Dedicada a Paul Auster, en esta novela abundan los guiños, de hecho es un Gran Guiño: la cadena literaria se remonta al Ulises de Homero, pero sobre todo al de Joyce (por limitarse el periplo al terreno de una ciudad). En este caso, al no poder volver a su casa, Ulises (Eric Packer, multimillonario gracias a la bolsa) no solo pierde a su intermitente Helena (Elise Shifrin), sino también su vida entera luego de ser castigado por el mercado (Nuevo Dios del Olimpo). Y es, claro, un homenaje al cosmopolitismo de Nueva York, donde abundan los inmigrantes, venidos “del horror y la desesperación”.

En el transcurso de un día el protagonista, a bordo de una limosina extralarga, blindada y equipada con todo lo necesario para vivir dentro (con retrete y pantallas donde se siguen las fluctuaciones de las bolsas de valores de todo el mundo) atraviesa atascamientos por la llegada del presidente a la ciudad (con amenaza terrorista incluida), una manifestación anarquista, el funeral de un cantante de rap, el rodaje de una película, a la vez que, desde su limosina, va apostando su fortuna (¡104 millones de dólares!) contra el yen: diversas manifestaciones del sistema de libre mercado.
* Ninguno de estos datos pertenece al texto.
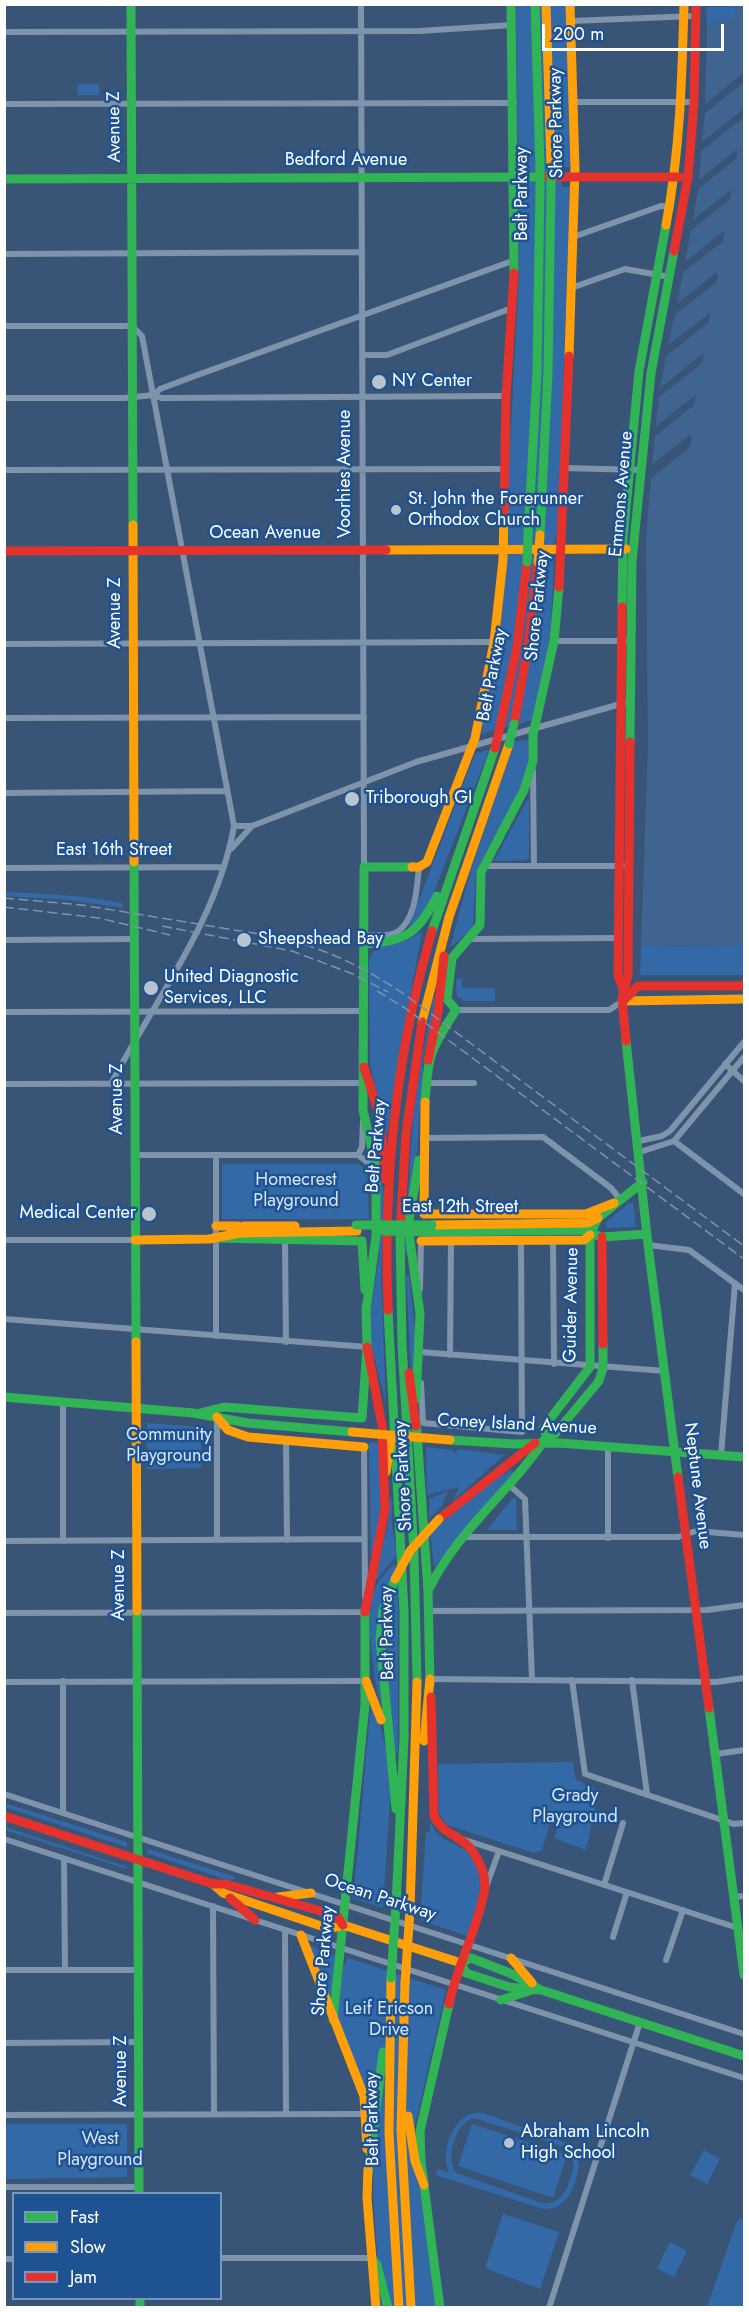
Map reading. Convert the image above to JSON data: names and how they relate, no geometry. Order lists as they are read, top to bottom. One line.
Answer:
{"streets":{"main road":["Shore Parkway","Avenue Z","Bedford Avenue","Belt Parkway","Voorhies Avenue","Emmons Avenue","Ocean Avenue","East 12th Street","Guider Avenue","Coney Island Avenue","Neptune Avenue","Ocean Parkway"],"street":["East 16th Street"]},"crossings":[["Shore Parkway","Bedford Avenue"],["Shore Parkway","Voorhies Avenue"],["Shore Parkway","Ocean Avenue"],["Shore Parkway","East 12th Street"],["Shore Parkway","Guider Avenue"],["Shore Parkway","Coney Island Avenue"],["Shore Parkway","Ocean Parkway"],["Avenue Z","Bedford Avenue"],["Avenue Z","Ocean Avenue"],["Avenue Z","East 16th Street"],["Avenue Z","East 12th Street"],["Avenue Z","Coney Island Avenue"],["Avenue Z","Ocean Parkway"],["Bedford Avenue","Voorhies Avenue"],["Bedford Avenue","Emmons Avenue"],["Voorhies Avenue","Ocean Avenue"],["Emmons Avenue","Ocean Avenue"],["Emmons Avenue","Neptune Avenue"],["East 12th Street","Guider Avenue"],["East 12th Street","Neptune Avenue"],["Guider Avenue","Coney Island Avenue"],["Guider Avenue","Neptune Avenue"],["Coney Island Avenue","Neptune Avenue"]],"parks":["Homecrest Playground","Community Playground","Grady Playground","Leif Ericson Drive","West Playground"],"places":["NY Center","St. John the Forerunner Orthodox Church","Triborough GI","Sheepshead Bay","United Diagnostic Services, LLC","Medical Center","Abraham Lincoln High School"],"legend":["Fast","Slow","Jam"],"scale_bar":"200 m"}
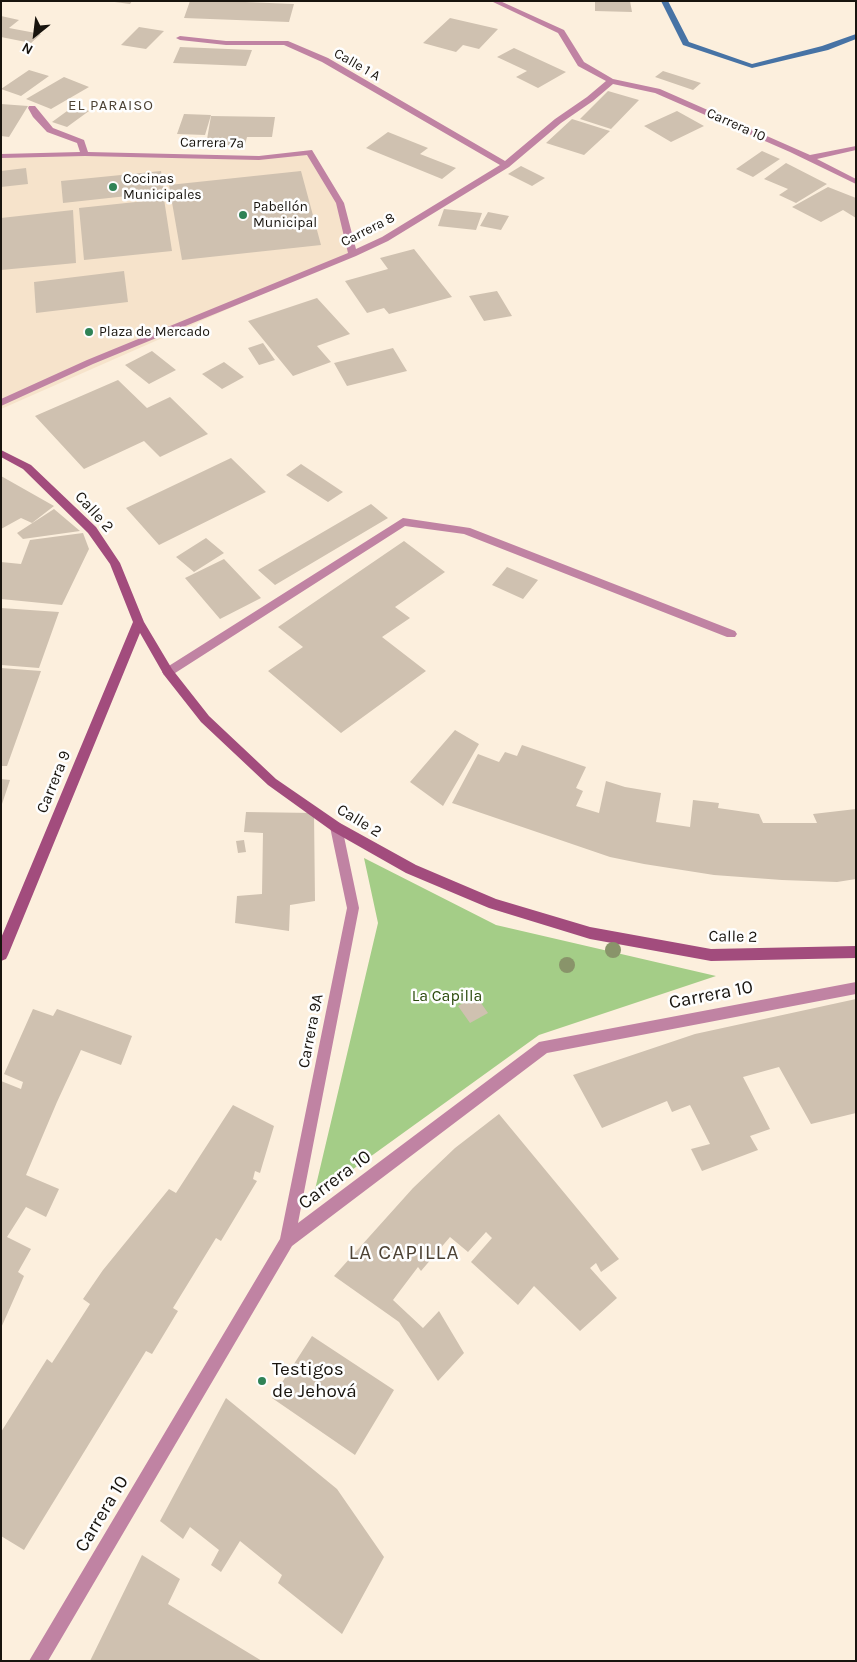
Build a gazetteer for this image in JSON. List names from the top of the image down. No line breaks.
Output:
{"streets":{"street":["Calle 1 A","Carrera 10","Carrera 7a","Carrera 8","Calle 2","Carrera 9","Carrera 9A"]},"crossings":[["Calle 1 A","Carrera 8"],["Carrera 10","Carrera 8"],["Carrera 10","Carrera 9A"],["Carrera 7a","Carrera 8"],["Calle 2","Carrera 9"],["Calle 2","Carrera 9A"]],"districts":["EL PARAISO","LA CAPILLA"],"parks":["La Capilla"],"places":["Cocinas Municipales","Pabellón Municipal","Plaza de Mercado","Testigos de Jehová"],"north":"bottom left"}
Esta novela, escrita con un cinismo acorde a la narrativa norteamericana durante la guerra fría y las guerras de Corea y Vietnam (recordemos, para citar nombres conocidos por estas latitudes, a Arthur Miller y Norman Mailer), y a las paranoias conspirativas (a lo Philip K. Dick y Thomas Pynchon), se inscribe a la línea de lo más interesante de la literatura Norteamérica post-guerra fría. El protagonista de la odisea de un día tiene una actitud dictada por su sistema de vida (a lo Bret Easton Ellis, en “American Pshyco”) que, al ser enfrentado con problemas demasiado cotidianos (próstata asimétrica y un error cálculo y, por decisión propia, la bancarrota) pierde las perspectivas y se autodestruye, es decir destruye todo lo que le pertenece: su cuerpo, su dinero y el de su esposa, su guardaespaldas, etc. Eric Packer se deja arruinar por no poder fundirse con las fluctuaciones del mercado, se deja arruinar por no poder ver ni la lógica ni el porvenir oscuro, inconstante de las fluctuaciones del mercado.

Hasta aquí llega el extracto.